REQUIREMENT: Restate the data below word for word, and let no image into your version.

DATA RECORDS:
>>>>

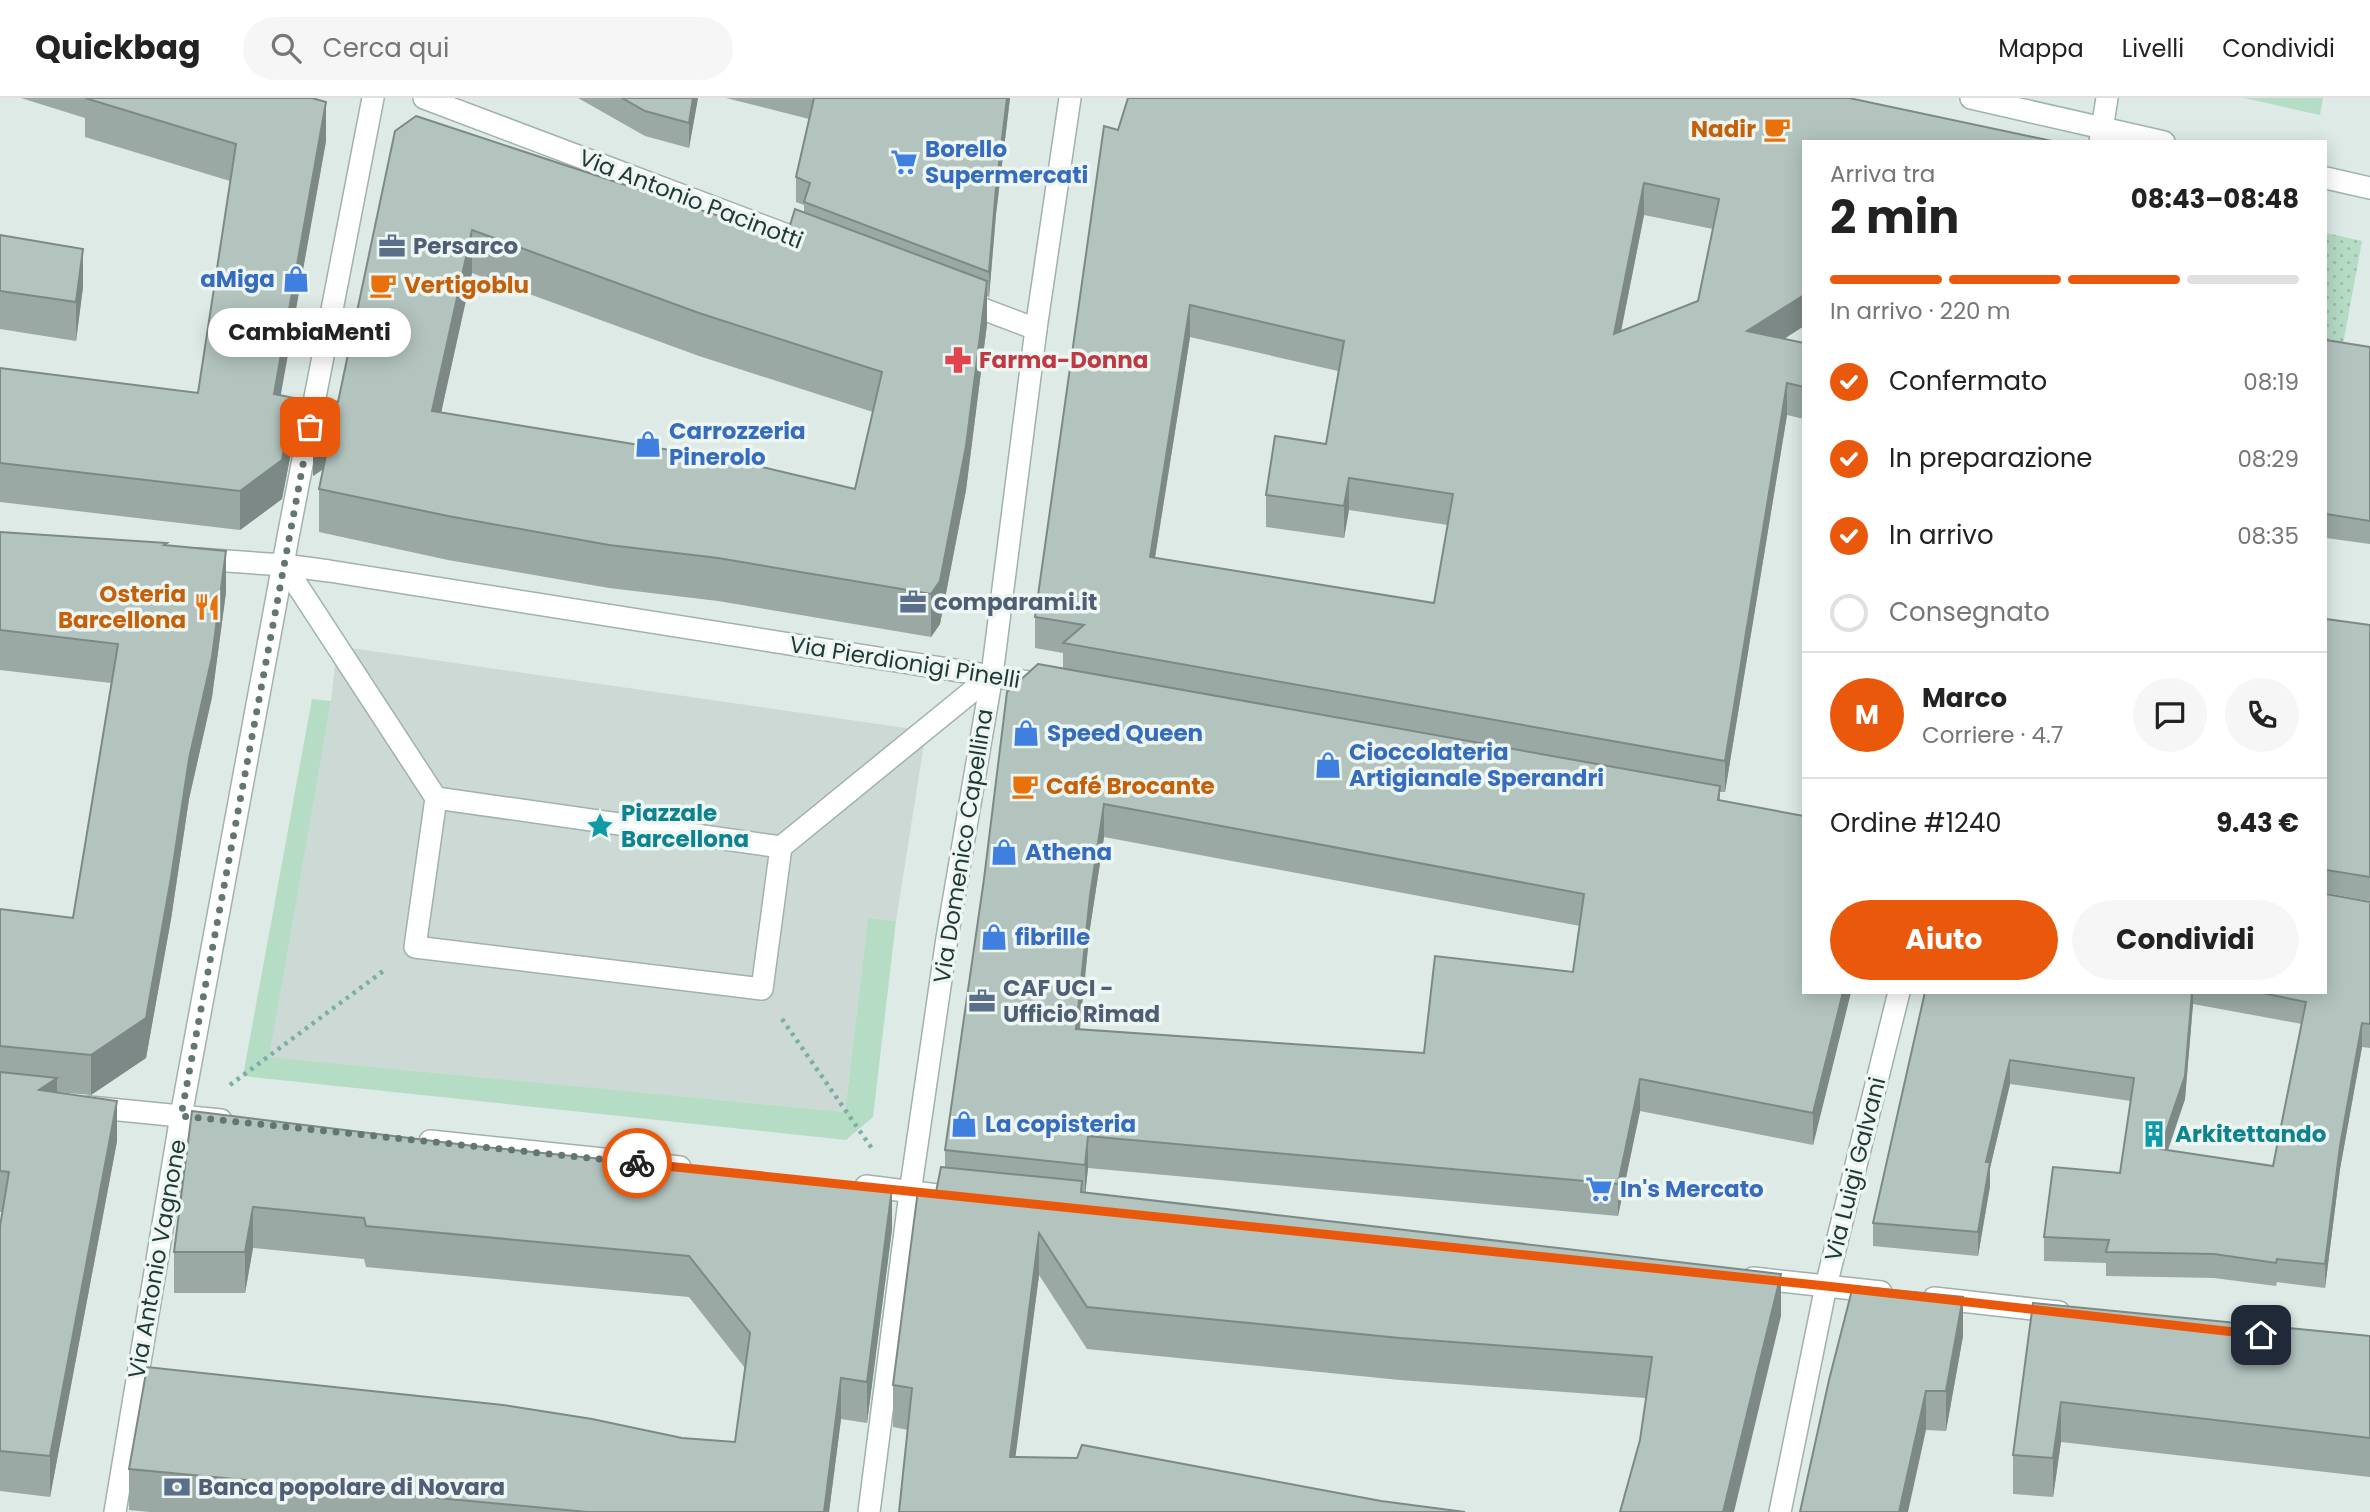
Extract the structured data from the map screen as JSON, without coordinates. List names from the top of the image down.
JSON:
{
  "streets": {
    "street": [
      "Via Antonio Pacinotti",
      "Via Pierdionigi Pinelli",
      "Via Domenico Capellina",
      "Via Luigi Galvani",
      "Via Antonio Vagnone"
    ]
  },
  "crossings": [
    ["Via Pierdionigi Pinelli", "Via Domenico Capellina"],
    ["Via Pierdionigi Pinelli", "Via Antonio Vagnone"]
  ],
  "places": {
    "cafe": ["Nadir", "Vertigoblu", "Café Brocante"],
    "supermarket": ["Borello Supermercati", "In's Mercato"],
    "office": ["Persarco", "comparami.it", "CAF UCI - Ufficio Rimad"],
    "shop": [
      "aMiga",
      "Carrozzeria Pinerolo",
      "Speed Queen",
      "Cioccolateria Artigianale Sperandri",
      "Athena",
      "fibrille",
      "La copisteria"
    ],
    "pharmacy": ["Farma-Donna"],
    "other": ["CambiaMenti"],
    "restaurant": ["Osteria Barcellona"],
    "place": ["Piazzale Barcellona"],
    "building": ["Arkitettando"],
    "bank": ["Banca popolare di Novara"]
  },
  "page": {
    "header": "Quickbag",
    "search": "Cerca qui",
    "nav": ["Mappa", "Livelli", "Condividi"],
    "heading": ["2 min", "Arriva tra", "08:43–08:48"],
    "panel": [
      "Marco",
      "Corriere · 4.7",
      "Ordine #1240",
      "9.43 €"
    ],
    "bar": "In arrivo · 220 m",
    "bubble": "CambiaMenti",
    "list": [
      ["Confermato", "08:19"],
      ["In preparazione", "08:29"],
      ["In arrivo", "08:35"],
      "Consegnato"
    ],
    "round": "M",
    "buttons": ["Aiuto", "Condividi"]
  }
}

<<<<

EXPECTED ANSWER:
Extract the structured data from the map screen as JSON, without coordinates. List names from the top of the image down.
JSON:
{
  "streets": {
    "street": [
      "Via Antonio Pacinotti",
      "Via Pierdionigi Pinelli",
      "Via Domenico Capellina",
      "Via Luigi Galvani",
      "Via Antonio Vagnone"
    ]
  },
  "crossings": [
    ["Via Pierdionigi Pinelli", "Via Domenico Capellina"],
    ["Via Pierdionigi Pinelli", "Via Antonio Vagnone"]
  ],
  "places": {
    "cafe": ["Nadir", "Vertigoblu", "Café Brocante"],
    "supermarket": ["Borello Supermercati", "In's Mercato"],
    "office": ["Persarco", "comparami.it", "CAF UCI - Ufficio Rimad"],
    "shop": [
      "aMiga",
      "Carrozzeria Pinerolo",
      "Speed Queen",
      "Cioccolateria Artigianale Sperandri",
      "Athena",
      "fibrille",
      "La copisteria"
    ],
    "pharmacy": ["Farma-Donna"],
    "other": ["CambiaMenti"],
    "restaurant": ["Osteria Barcellona"],
    "place": ["Piazzale Barcellona"],
    "building": ["Arkitettando"],
    "bank": ["Banca popolare di Novara"]
  },
  "page": {
    "header": "Quickbag",
    "search": "Cerca qui",
    "nav": ["Mappa", "Livelli", "Condividi"],
    "heading": ["2 min", "Arriva tra", "08:43–08:48"],
    "panel": [
      "Marco",
      "Corriere · 4.7",
      "Ordine #1240",
      "9.43 €"
    ],
    "bar": "In arrivo · 220 m",
    "bubble": "CambiaMenti",
    "list": [
      ["Confermato", "08:19"],
      ["In preparazione", "08:29"],
      ["In arrivo", "08:35"],
      "Consegnato"
    ],
    "round": "M",
    "buttons": ["Aiuto", "Condividi"]
  }
}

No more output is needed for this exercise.